Opioid crisis: how improved surveillance is helping to shape the Government's response
Canada's robust response to the opioid crisis has benefited from the leadership and coordination of the Public Health Agency of Canada (PHAC). Within five months of being tasked with coming up with data to define the scope of the crisis, PHAC—in collaboration with provinces and territories—released the first national surveillance report of opioid-related deaths. This was a big task for the small surveillance team, and it demonstrated the power of federal, provincial and territorial (FPT) collaboration.
An epidemic of deaths and overdoses related to opioids in Canada first gained national attention in late 2016, but the crisis had already begun in some western jurisdictions, notably British Columbia. However, because of the absence of national data, it was difficult to assess the extent of the problem.
PHAC and FPT partners came together to address the need for national data. A team of surveillance experts from PHAC, provinces and territories was tasked with implementing a new national surveillance system to collect the data to inform a public health response. They quickly realized that traditional public health networks lacked key information, so they turned to the justice sector.
“Coroners and medical examiners collect information for medico-legal purposes, such as the cause of a death and circumstances surrounding that death. Those data were invaluable for us to understand how many people were dying from opioids across the country,” said Jessica Halverson, Director of the Substance-Related Harms Division.
“This is a great example of the public health sector partnering with the justice sector to support public health surveillance efforts,” she added.
There were many challenges in forging new cross-sectoral partnerships, including competing priorities, incompatible technologies and varied data collection across jurisdictions. Resources were also limited. PHAC recognized that continued support was essential for provinces and territories to contribute to this national priority, so it allocated resources to hire 12 epidemiologists and place them in provinces and territories to support data collection and strengthen health information systems.
The surveillance task team also partnered with emergency medical services across the country to design and put in place a new surveillance system on suspected overdoses treated by first responders. This new national surveillance system released its first report in June 2018.
Making a difference
The data and evidence collected through these and other activities have been vital to the Government of Canada’s comprehensive opioid response to date. They have supported resource decision-making and informed policy around prevention and harm reduction activities, such as the creation of supervised consumption sites. The data have also helped inform public education and awareness campaigns through marketing efforts such as TV and radio ads.
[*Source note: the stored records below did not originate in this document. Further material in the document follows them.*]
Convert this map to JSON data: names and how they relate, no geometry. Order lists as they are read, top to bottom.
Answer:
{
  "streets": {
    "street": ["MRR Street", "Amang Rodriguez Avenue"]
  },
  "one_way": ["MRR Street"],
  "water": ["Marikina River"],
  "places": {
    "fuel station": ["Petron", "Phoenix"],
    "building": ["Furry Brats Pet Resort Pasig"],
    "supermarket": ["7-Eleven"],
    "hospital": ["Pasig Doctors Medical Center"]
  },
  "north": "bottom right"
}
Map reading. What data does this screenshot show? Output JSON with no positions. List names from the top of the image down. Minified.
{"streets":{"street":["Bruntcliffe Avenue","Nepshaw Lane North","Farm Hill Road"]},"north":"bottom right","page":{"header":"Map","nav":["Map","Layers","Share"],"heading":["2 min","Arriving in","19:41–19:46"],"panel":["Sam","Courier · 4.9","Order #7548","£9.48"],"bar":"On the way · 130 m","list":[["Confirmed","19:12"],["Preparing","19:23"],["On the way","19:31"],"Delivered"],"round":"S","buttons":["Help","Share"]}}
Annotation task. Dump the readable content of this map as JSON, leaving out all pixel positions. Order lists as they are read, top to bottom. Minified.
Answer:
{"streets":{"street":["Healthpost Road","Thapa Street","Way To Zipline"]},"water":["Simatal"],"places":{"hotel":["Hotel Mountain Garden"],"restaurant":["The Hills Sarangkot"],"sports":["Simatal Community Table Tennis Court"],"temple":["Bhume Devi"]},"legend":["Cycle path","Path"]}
Halverson is proud of the coordinated FPT surveillance response to the opioid crisis. “It’s a great example of rapid progress that can be made when all partners are committed, and when it’s an issue that really matters to Canadians. It’s all about the people, the partnerships and their commitment.”
Since the first report was issued in June 2017, another eight quarterly national surveillance reports have been released. The most recent report of April 2019 revealed that more than 10,300 Canadians died of an apparent opioid-related overdose between January 2016 and September 2018.
“One thing this crisis has reminded everyone is that progress is never fast enough when you're losing fellow Canadians, and seeing such devastating impacts on the communities and loved ones left behind,” said Halverson. “But we're making incremental progress and that will help produce results in the long run.”